> [Exercise prompt]: What lines below contain the string "image"? List them all.

> [The input]:
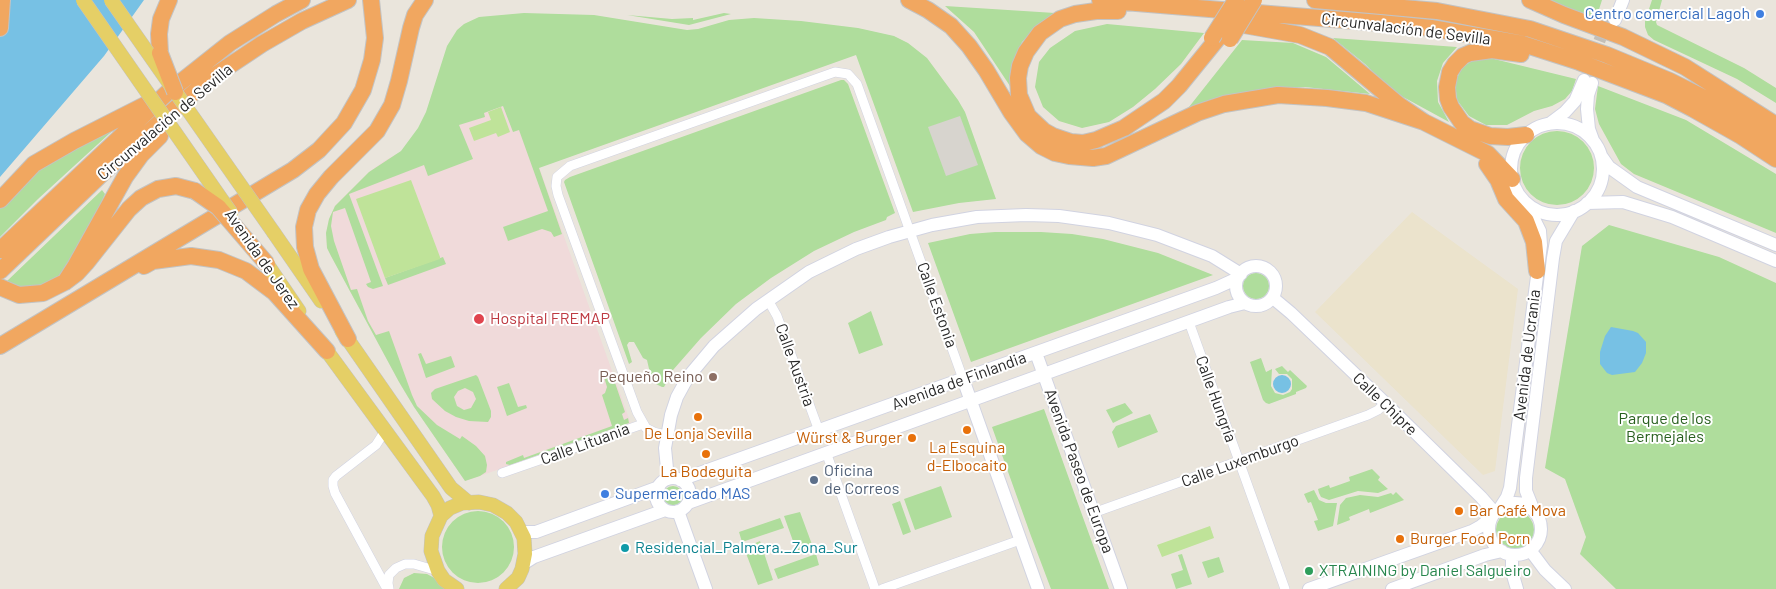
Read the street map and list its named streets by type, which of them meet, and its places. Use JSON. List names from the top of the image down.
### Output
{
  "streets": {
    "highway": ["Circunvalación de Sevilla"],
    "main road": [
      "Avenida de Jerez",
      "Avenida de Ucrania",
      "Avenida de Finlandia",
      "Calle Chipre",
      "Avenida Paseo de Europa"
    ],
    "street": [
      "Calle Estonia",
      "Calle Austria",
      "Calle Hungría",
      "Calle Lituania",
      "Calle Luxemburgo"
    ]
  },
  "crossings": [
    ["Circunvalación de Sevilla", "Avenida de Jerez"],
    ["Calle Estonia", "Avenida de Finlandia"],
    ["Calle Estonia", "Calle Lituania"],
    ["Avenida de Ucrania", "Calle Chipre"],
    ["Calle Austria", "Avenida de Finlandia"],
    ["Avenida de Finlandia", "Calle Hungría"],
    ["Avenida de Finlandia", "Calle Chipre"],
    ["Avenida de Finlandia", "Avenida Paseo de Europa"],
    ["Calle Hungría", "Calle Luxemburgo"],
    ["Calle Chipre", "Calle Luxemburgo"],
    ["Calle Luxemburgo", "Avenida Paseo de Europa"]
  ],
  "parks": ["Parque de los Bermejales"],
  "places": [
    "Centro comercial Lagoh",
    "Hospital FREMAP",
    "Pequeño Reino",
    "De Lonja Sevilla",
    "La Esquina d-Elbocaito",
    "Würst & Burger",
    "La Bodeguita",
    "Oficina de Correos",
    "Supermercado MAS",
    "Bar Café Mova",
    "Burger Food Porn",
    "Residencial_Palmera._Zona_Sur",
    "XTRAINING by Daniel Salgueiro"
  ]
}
---
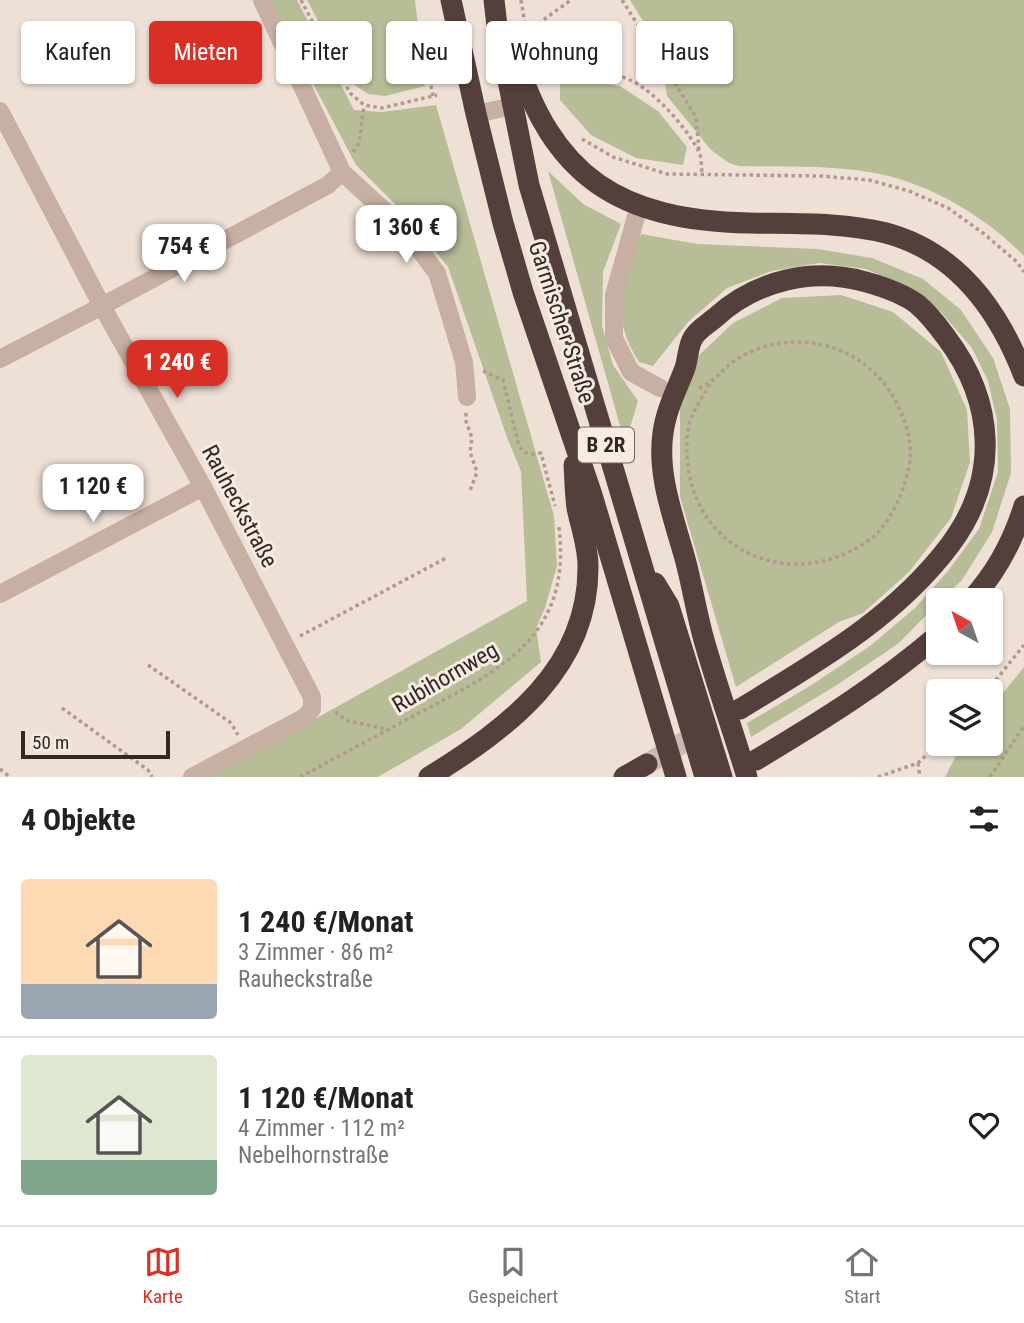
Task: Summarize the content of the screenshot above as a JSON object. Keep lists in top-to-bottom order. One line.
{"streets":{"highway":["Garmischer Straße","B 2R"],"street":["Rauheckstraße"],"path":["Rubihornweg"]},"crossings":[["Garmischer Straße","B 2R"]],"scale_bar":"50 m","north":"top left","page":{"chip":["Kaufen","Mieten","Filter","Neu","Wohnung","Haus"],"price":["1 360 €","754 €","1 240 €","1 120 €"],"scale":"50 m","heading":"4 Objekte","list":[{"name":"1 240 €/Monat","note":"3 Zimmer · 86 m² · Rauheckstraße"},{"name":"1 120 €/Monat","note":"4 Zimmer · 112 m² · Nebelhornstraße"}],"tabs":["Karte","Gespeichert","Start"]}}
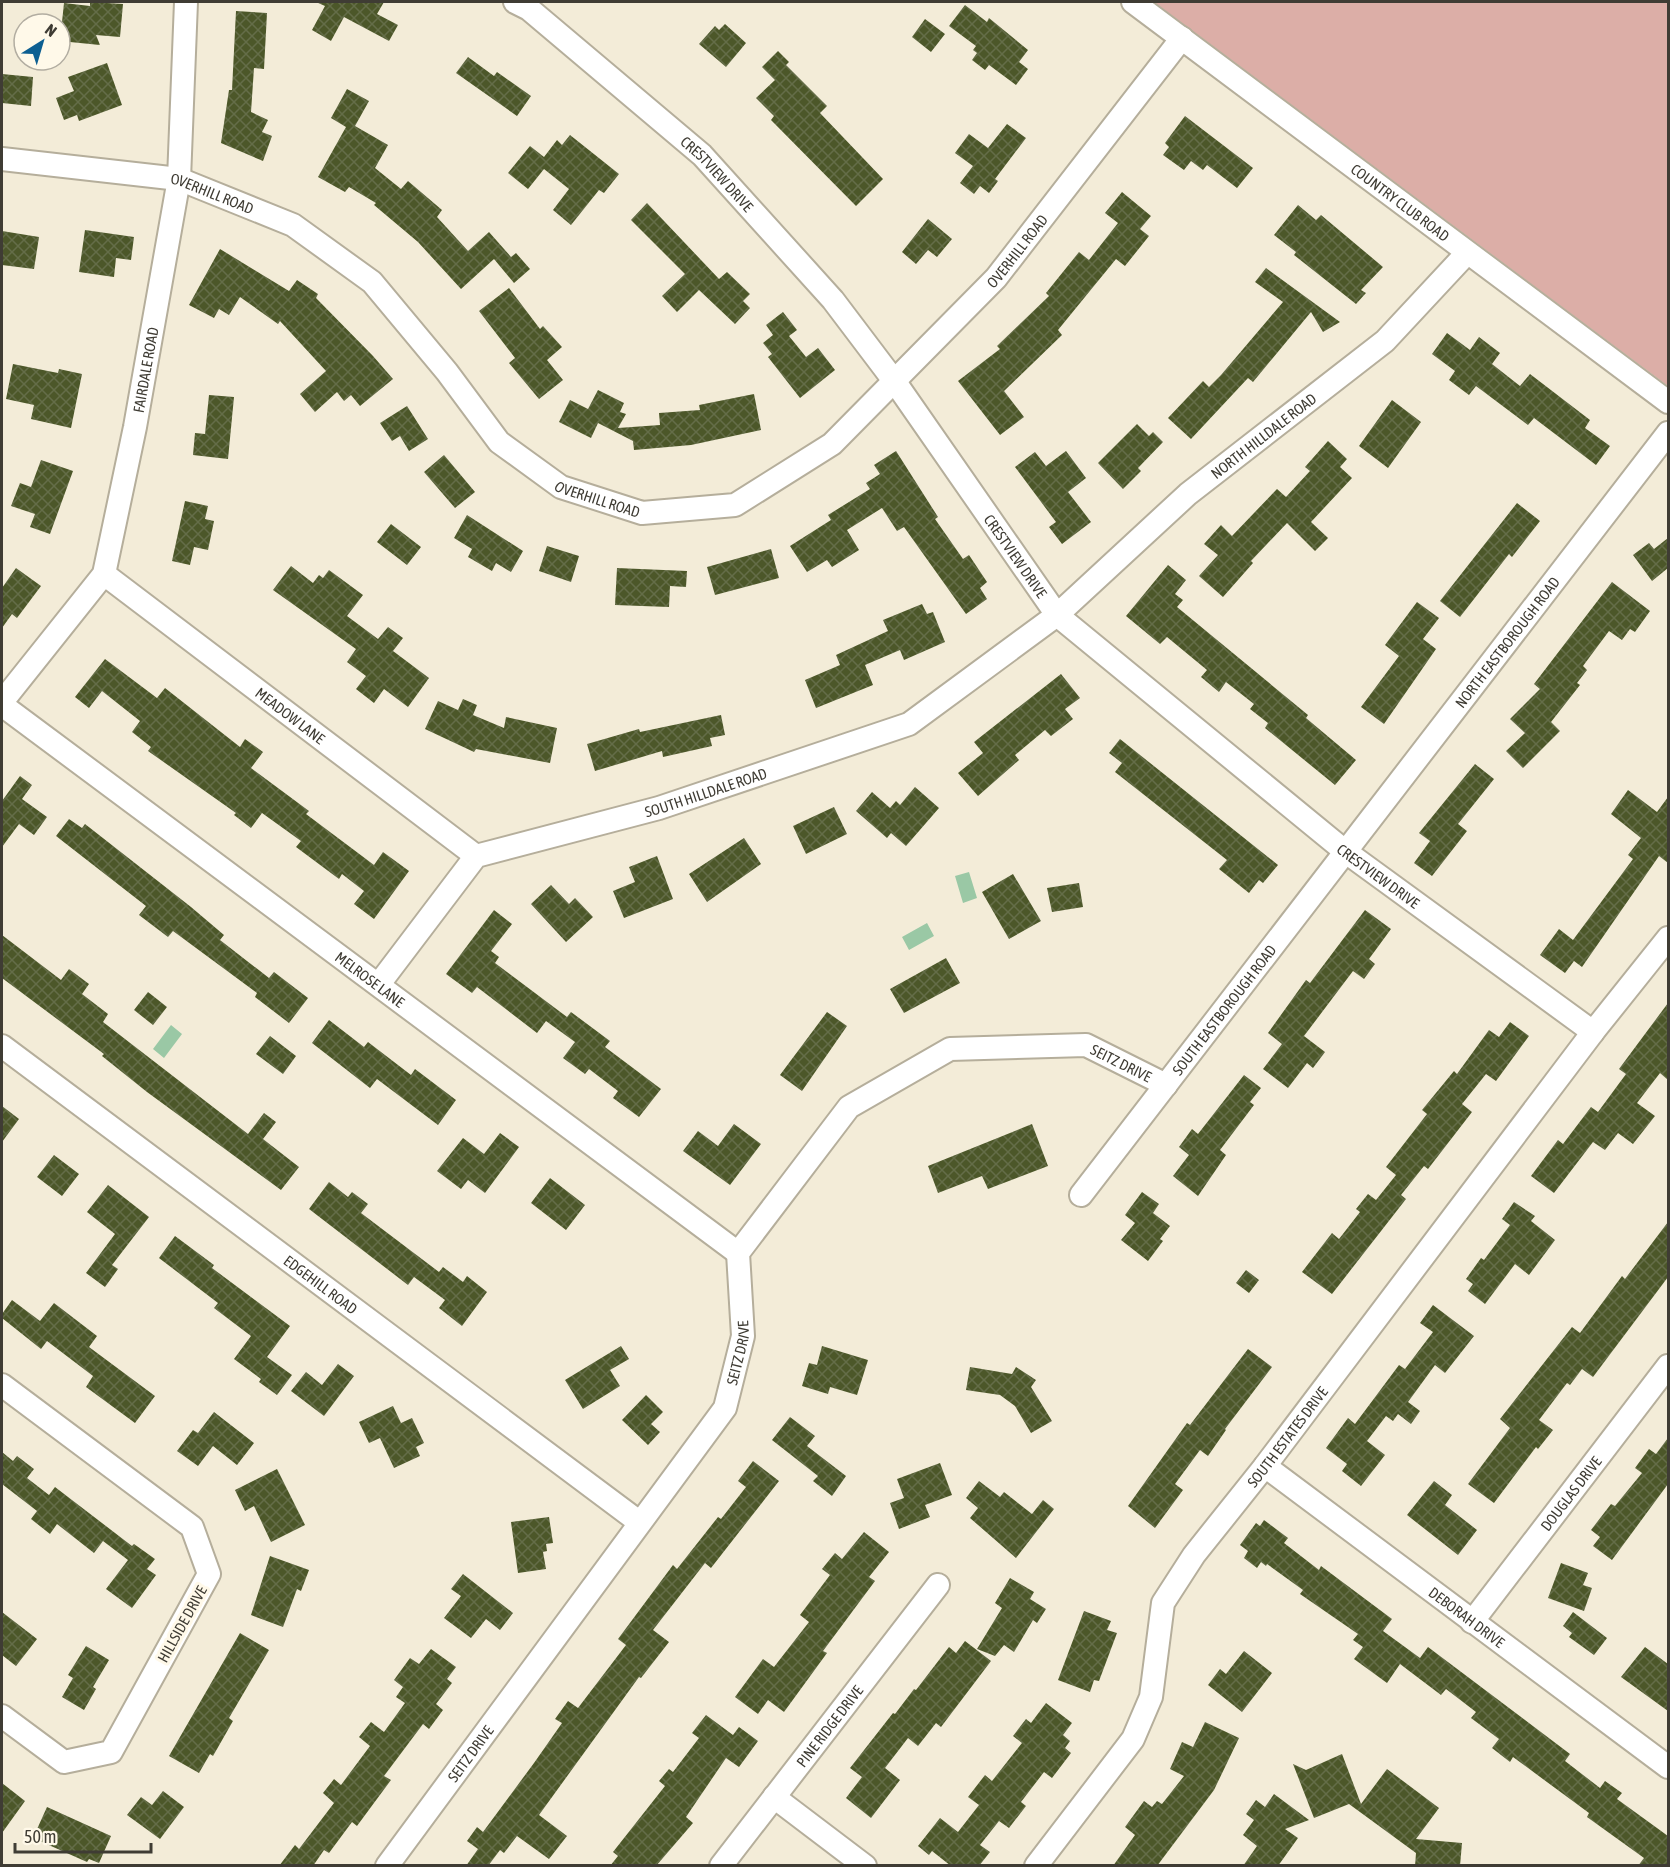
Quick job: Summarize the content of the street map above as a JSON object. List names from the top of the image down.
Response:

> [Exercise output]:
Read the street map and list its named streets by type, which of them meet, and its places. Use JSON. List names from the top of the image down.
Quick job: Summarize the content of the street map above as a JSON object. List names from the top of the image down.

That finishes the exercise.